4
$\begingroup$

Let $R$ be a Noetherian ring, and $x \in R$ be a nonzero divisor. I want to show $$\operatorname{height}\, (x):=\inf\{\operatorname{height}\mathfrak{p}\mid (x) \subseteq \mathfrak{p}\}=1.$$

By Krull's theorem, one only need to show: any prime $\mathfrak{p}$ contains $x$ is not a minimum prime of $R$.

  • 0
    Is there a condition on the $\mathfrak{p}$ on your definition? (E.g., are they supposed to be prime ideals?)2012-01-24
  • 2
    You can use the following fact: the union of the minimal primes of $R$ is contained in the set of of zero divisors of $R$. This is part of exercise 9 of Chapter 3 of Atiyah-Macdonald.2012-01-24
  • 0
    Yes, thank you!2012-01-26

1 Answers 1

3

We agree that by Krull's Hauptidealsatz, we already have $height(x)\leq1$, whether $x$ is a zero-divisor or not.

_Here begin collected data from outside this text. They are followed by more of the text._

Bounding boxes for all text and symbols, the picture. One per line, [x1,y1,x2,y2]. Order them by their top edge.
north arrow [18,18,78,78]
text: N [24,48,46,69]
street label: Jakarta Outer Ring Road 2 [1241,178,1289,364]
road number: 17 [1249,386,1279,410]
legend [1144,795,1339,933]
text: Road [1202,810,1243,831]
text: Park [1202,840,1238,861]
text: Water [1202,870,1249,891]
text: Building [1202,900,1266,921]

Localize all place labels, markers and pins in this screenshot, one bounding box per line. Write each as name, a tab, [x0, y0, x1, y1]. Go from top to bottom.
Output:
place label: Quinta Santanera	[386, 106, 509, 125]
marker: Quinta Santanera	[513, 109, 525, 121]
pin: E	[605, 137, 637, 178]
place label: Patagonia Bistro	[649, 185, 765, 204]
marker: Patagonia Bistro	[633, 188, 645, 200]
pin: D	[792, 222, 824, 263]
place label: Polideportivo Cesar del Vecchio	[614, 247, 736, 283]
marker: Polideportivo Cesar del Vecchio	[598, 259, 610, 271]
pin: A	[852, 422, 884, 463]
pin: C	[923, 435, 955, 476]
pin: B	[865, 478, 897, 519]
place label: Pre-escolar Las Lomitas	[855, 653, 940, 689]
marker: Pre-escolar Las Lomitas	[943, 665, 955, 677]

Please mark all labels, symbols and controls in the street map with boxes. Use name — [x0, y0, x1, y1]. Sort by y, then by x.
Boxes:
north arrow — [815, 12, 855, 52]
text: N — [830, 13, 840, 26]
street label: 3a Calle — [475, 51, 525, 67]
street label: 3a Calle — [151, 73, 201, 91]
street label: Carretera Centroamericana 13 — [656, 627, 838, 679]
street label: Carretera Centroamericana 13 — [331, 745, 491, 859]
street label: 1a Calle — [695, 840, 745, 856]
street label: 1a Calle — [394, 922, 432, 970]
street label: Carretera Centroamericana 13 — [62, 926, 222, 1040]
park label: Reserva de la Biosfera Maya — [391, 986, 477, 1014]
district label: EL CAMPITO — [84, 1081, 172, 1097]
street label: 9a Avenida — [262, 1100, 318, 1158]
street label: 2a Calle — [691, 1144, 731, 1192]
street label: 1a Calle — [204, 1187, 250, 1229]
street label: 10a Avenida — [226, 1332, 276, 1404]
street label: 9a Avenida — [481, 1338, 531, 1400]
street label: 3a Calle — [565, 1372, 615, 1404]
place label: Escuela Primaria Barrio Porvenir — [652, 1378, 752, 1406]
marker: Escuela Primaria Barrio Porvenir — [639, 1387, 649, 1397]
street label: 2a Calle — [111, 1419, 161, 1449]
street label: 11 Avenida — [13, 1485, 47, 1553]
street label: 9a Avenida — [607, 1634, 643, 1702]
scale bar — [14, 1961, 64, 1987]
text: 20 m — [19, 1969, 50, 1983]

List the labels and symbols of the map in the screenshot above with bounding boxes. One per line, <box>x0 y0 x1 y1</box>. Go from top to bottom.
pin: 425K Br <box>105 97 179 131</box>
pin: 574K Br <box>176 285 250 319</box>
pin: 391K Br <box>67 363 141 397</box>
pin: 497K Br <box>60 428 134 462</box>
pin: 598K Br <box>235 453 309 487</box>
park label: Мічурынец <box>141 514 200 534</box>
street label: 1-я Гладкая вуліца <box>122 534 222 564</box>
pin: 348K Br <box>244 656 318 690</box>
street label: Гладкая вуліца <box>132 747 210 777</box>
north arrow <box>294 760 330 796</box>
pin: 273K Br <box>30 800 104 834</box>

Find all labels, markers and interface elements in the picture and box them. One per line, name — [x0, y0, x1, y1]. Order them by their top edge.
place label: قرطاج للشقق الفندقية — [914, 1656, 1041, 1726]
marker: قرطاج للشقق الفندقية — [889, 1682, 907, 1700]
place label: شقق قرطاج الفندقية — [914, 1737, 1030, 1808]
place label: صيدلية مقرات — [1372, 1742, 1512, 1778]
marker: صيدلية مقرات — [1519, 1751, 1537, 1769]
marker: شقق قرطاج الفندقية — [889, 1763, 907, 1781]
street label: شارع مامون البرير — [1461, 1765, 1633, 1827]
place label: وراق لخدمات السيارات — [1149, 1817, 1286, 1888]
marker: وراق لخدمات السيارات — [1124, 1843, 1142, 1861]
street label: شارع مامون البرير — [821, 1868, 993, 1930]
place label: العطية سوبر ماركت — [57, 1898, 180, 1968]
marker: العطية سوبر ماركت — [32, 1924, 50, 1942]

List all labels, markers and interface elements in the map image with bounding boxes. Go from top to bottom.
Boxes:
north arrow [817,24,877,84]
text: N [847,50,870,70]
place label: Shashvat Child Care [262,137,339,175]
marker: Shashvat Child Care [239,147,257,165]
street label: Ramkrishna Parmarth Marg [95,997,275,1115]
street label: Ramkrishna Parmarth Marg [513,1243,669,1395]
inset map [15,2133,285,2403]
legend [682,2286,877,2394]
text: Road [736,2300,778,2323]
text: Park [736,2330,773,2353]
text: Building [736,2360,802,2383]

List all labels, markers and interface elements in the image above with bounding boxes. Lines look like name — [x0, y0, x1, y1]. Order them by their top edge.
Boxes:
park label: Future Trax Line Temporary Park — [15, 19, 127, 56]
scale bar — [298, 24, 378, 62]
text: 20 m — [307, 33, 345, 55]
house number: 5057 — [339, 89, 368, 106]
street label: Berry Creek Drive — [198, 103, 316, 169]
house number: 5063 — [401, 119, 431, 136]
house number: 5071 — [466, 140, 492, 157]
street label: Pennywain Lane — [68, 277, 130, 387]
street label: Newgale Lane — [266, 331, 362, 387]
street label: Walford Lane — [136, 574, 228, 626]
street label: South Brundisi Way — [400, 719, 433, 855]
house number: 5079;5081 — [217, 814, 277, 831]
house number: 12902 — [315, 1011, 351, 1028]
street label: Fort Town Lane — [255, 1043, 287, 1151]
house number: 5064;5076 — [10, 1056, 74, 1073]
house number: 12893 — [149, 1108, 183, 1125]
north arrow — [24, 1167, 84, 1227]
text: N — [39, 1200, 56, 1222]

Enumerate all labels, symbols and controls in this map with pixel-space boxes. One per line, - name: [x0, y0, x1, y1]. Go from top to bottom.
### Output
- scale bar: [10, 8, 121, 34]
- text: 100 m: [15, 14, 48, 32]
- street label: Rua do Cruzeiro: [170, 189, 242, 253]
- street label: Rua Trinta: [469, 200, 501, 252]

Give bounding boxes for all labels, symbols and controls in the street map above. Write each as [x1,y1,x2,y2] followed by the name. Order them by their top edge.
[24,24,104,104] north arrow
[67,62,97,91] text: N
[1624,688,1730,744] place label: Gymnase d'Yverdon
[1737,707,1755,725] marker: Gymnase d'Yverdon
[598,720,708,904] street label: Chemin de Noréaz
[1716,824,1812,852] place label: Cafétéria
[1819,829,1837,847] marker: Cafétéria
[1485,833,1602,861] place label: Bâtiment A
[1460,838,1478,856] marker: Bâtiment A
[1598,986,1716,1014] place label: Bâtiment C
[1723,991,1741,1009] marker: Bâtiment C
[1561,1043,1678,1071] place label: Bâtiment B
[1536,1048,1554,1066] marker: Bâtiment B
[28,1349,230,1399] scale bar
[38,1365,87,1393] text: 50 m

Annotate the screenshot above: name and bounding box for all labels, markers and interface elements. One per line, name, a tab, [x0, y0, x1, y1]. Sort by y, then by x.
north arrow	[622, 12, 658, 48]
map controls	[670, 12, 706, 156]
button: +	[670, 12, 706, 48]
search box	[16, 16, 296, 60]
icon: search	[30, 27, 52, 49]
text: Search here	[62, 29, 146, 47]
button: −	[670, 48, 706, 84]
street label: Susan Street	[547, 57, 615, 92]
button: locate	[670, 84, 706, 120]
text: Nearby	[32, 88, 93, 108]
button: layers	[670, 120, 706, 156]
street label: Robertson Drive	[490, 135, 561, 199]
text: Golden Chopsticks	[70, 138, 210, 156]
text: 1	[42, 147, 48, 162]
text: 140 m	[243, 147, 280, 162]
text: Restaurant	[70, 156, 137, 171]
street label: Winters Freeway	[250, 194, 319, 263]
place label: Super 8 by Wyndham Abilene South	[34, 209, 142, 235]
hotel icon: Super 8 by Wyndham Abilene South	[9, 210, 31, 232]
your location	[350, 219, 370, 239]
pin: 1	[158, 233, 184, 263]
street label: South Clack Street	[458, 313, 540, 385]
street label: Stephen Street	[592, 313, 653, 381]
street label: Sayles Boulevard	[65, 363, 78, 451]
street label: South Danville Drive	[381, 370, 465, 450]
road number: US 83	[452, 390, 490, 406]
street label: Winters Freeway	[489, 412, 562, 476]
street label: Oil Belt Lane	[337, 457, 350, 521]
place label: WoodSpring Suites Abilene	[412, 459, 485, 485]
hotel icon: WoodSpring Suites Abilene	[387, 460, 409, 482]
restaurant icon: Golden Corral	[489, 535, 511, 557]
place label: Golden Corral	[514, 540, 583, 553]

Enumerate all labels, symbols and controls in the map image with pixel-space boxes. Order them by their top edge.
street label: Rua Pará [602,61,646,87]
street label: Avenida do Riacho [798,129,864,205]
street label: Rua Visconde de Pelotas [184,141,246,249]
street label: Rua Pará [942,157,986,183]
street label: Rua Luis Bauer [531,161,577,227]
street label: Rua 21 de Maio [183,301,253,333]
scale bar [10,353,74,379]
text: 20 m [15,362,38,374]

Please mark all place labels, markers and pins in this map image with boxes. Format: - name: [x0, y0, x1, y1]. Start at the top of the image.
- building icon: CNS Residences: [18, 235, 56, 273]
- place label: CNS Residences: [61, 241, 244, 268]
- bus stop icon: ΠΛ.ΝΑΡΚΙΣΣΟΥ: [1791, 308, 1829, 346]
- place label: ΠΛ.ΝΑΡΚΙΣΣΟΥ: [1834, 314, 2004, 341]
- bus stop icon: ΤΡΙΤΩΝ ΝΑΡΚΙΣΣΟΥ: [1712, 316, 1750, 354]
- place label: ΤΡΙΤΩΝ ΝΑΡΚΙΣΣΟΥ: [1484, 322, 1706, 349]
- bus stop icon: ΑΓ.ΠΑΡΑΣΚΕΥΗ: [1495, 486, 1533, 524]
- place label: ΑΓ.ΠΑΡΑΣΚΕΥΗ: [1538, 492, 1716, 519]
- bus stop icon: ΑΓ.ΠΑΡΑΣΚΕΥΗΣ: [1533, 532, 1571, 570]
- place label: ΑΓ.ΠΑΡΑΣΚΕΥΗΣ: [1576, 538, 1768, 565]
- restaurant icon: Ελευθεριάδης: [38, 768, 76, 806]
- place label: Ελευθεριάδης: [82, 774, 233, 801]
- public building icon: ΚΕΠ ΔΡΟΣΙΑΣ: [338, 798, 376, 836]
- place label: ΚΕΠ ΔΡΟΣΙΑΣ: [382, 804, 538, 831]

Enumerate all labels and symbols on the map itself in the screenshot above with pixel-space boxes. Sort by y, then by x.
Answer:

On the other hand, in a noetherian ring $R$ the set of zero-divisors is exactly the union of the prime ideals belonging to the zero ideal $(0)$.
The minimal prime ideals of $R$ are associated to $(0)$ and so if $x$ is not a zero divisor it will be contained in no minimal prime ideal of $R$ and thus $height (x)\geq 1$, which is what you wanted.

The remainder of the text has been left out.